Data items
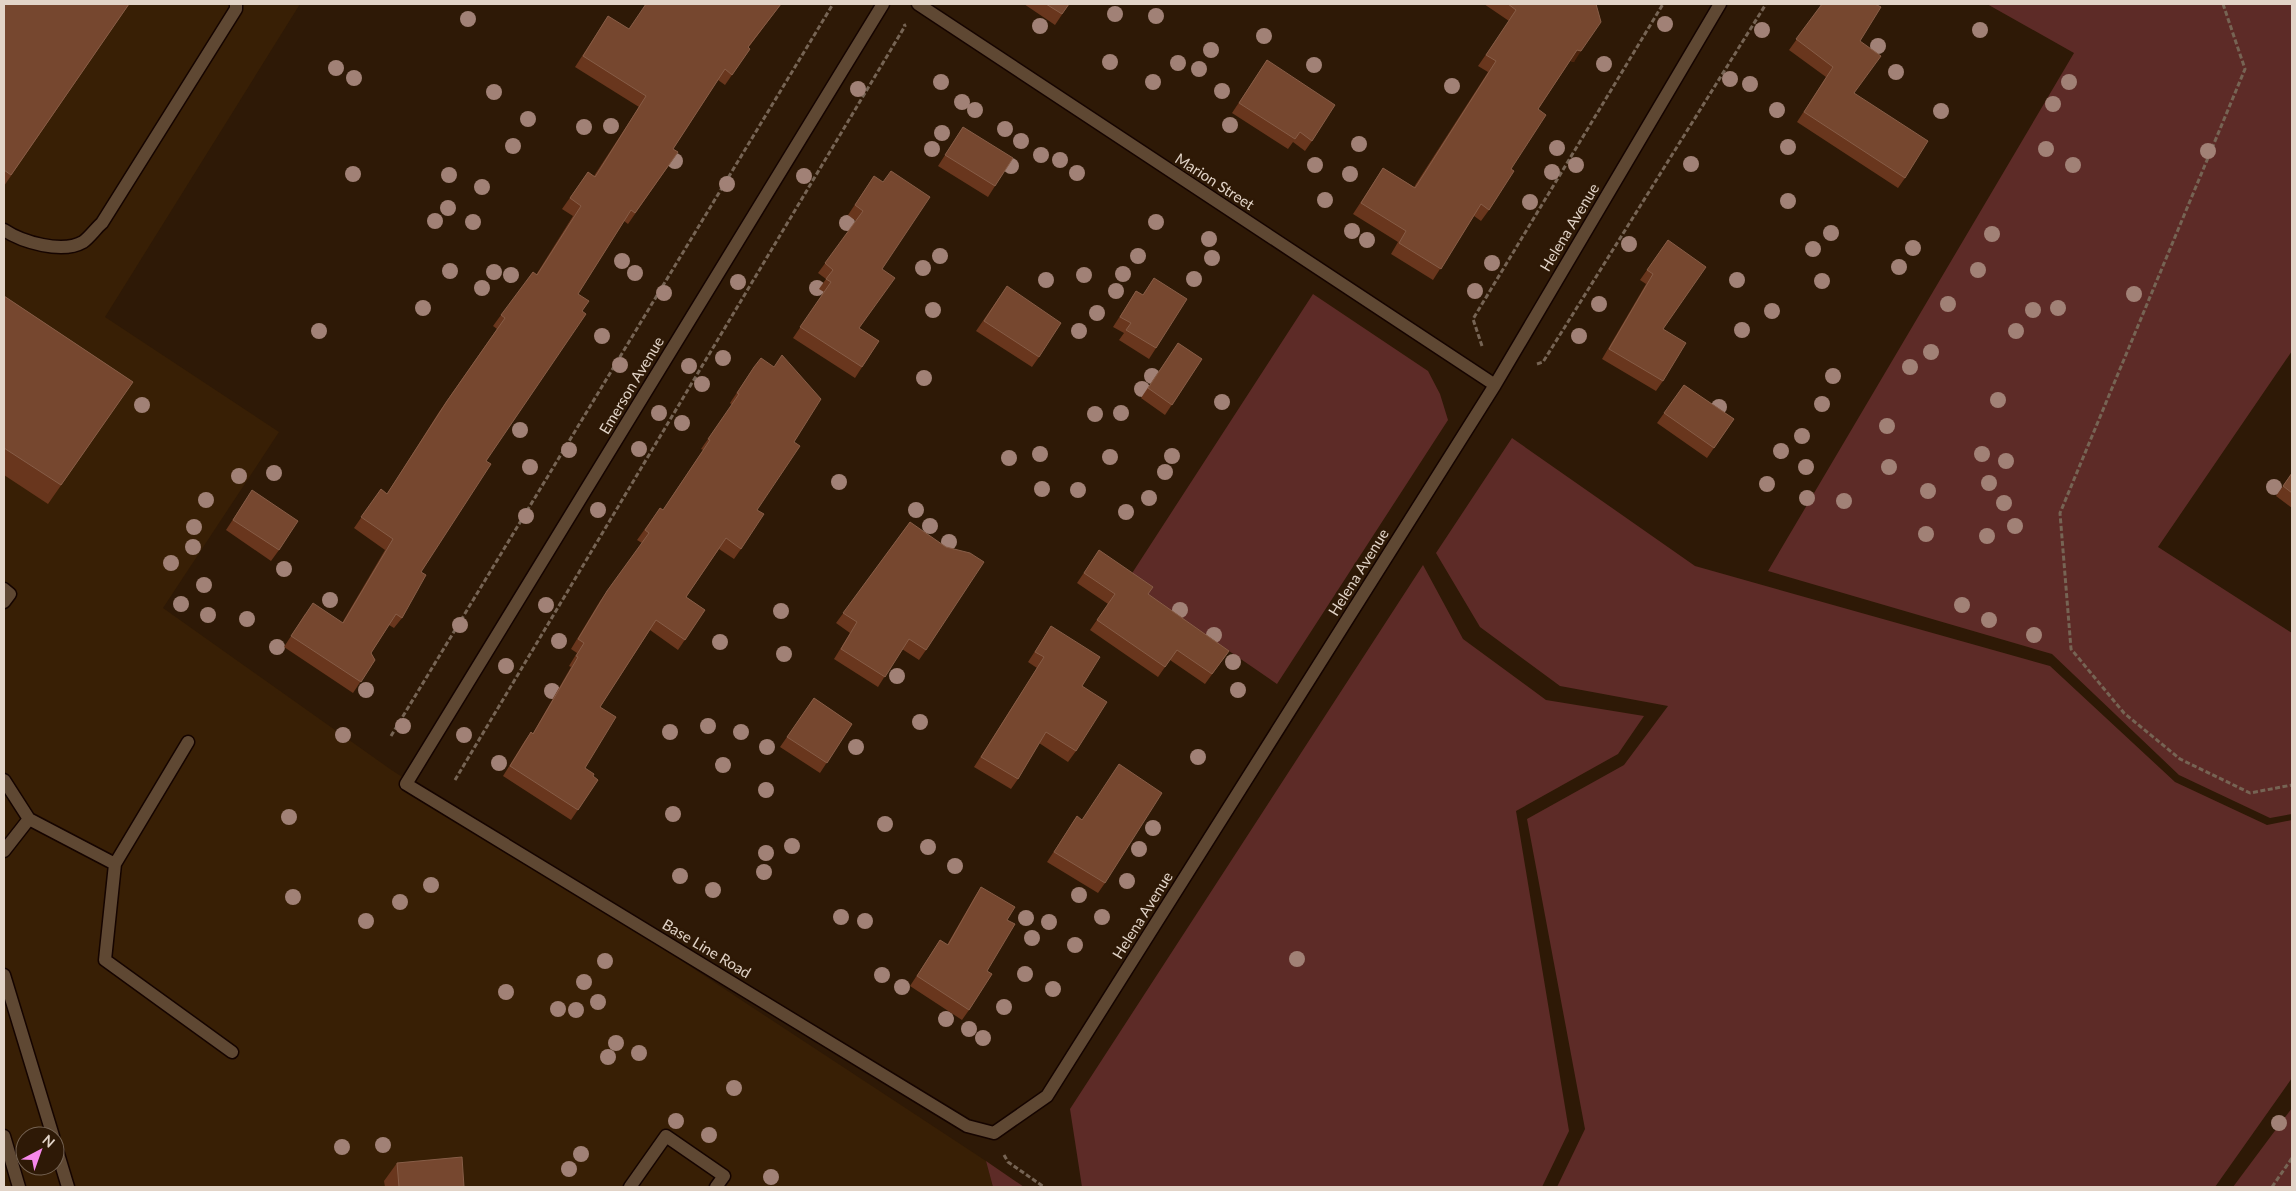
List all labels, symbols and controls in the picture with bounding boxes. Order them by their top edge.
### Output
street label: Marion Street [1172,149,1258,214]
street label: Helena Avenue [1536,180,1602,274]
street label: Emerson Avenue [595,333,667,437]
street label: Helena Avenue [1324,525,1392,619]
street label: Helena Avenue [1108,868,1176,962]
street label: Base Line Road [660,915,754,981]
north arrow [15,1126,65,1176]
text: N [39,1131,59,1151]

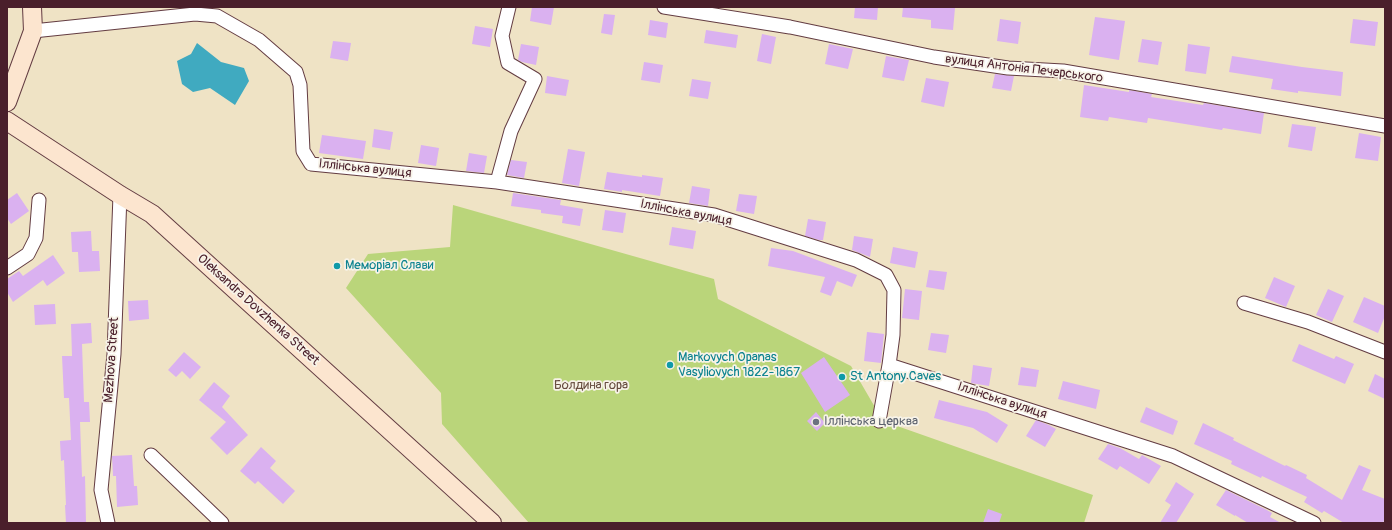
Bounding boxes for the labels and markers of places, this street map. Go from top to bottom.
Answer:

◆ Aim of the exercise
Spot every line in the entries that includes the word "labels", and copy each one out.

◆ Written response
List all labels, symbols and controls in the picture with bounding boxes. Order them by their top edge.
Bounding boxes for the labels and markers of places, this street map. Go from top to bottom.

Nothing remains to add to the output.